■ Exercise prompt
Each record that follows goes into your reply unchanged; the pictures do not.

■ Data under study
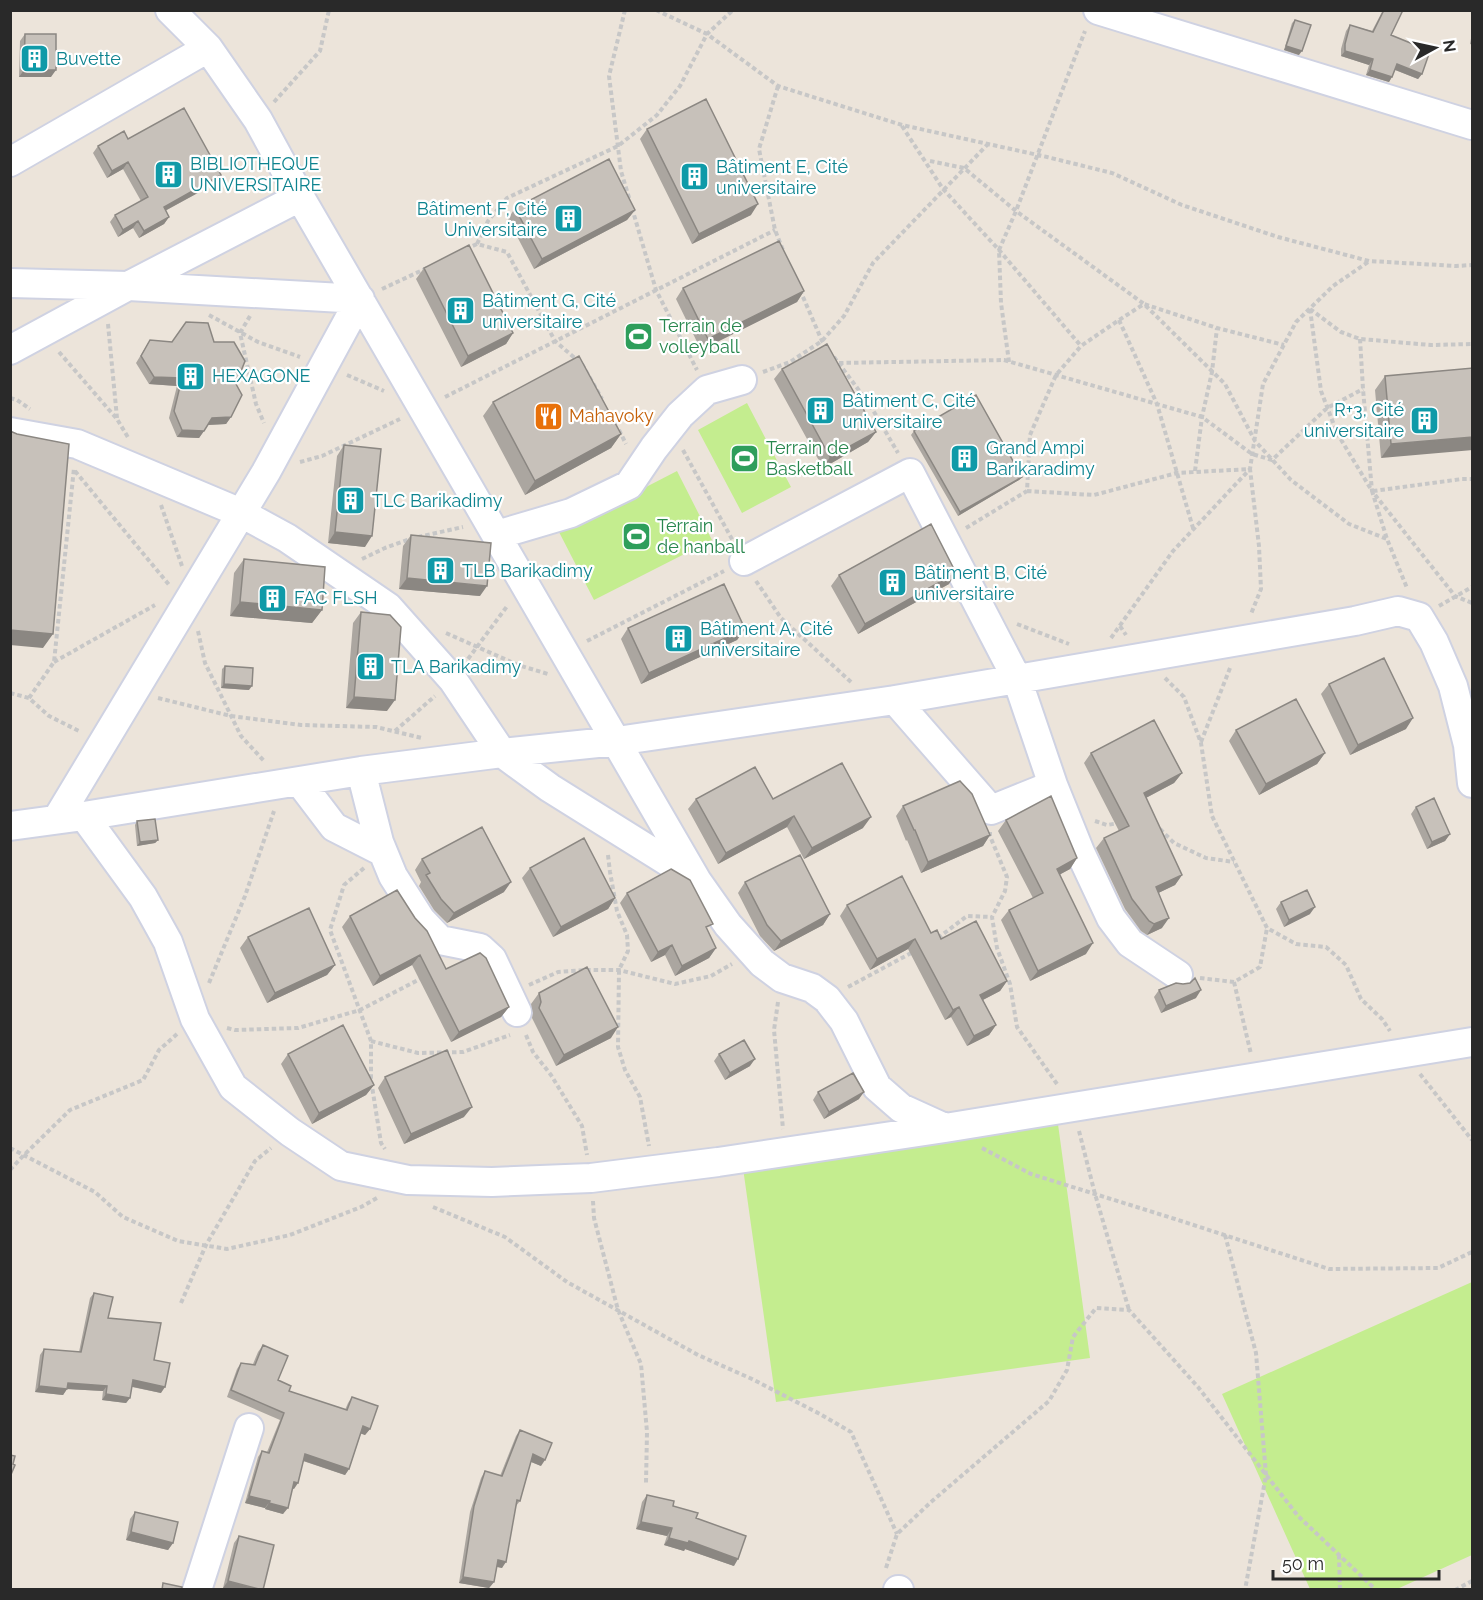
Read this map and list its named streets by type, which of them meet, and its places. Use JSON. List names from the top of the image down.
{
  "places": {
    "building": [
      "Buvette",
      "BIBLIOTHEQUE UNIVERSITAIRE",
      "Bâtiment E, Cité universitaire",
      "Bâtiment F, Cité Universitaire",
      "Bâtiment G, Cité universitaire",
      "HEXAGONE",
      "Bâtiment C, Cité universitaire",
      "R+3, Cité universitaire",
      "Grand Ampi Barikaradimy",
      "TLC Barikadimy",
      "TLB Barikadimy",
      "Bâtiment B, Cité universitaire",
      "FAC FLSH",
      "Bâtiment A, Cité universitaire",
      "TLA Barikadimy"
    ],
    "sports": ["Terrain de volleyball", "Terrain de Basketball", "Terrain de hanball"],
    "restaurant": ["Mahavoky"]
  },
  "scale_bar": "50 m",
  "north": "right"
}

■ Task solution
Read this map and list its named streets by type, which of them meet, and its places. Use JSON. List names from the top of the image down.
{
  "places": {
    "building": [
      "Buvette",
      "BIBLIOTHEQUE UNIVERSITAIRE",
      "Bâtiment E, Cité universitaire",
      "Bâtiment F, Cité Universitaire",
      "Bâtiment G, Cité universitaire",
      "HEXAGONE",
      "Bâtiment C, Cité universitaire",
      "R+3, Cité universitaire",
      "Grand Ampi Barikaradimy",
      "TLC Barikadimy",
      "TLB Barikadimy",
      "Bâtiment B, Cité universitaire",
      "FAC FLSH",
      "Bâtiment A, Cité universitaire",
      "TLA Barikadimy"
    ],
    "sports": ["Terrain de volleyball", "Terrain de Basketball", "Terrain de hanball"],
    "restaurant": ["Mahavoky"]
  },
  "scale_bar": "50 m",
  "north": "right"
}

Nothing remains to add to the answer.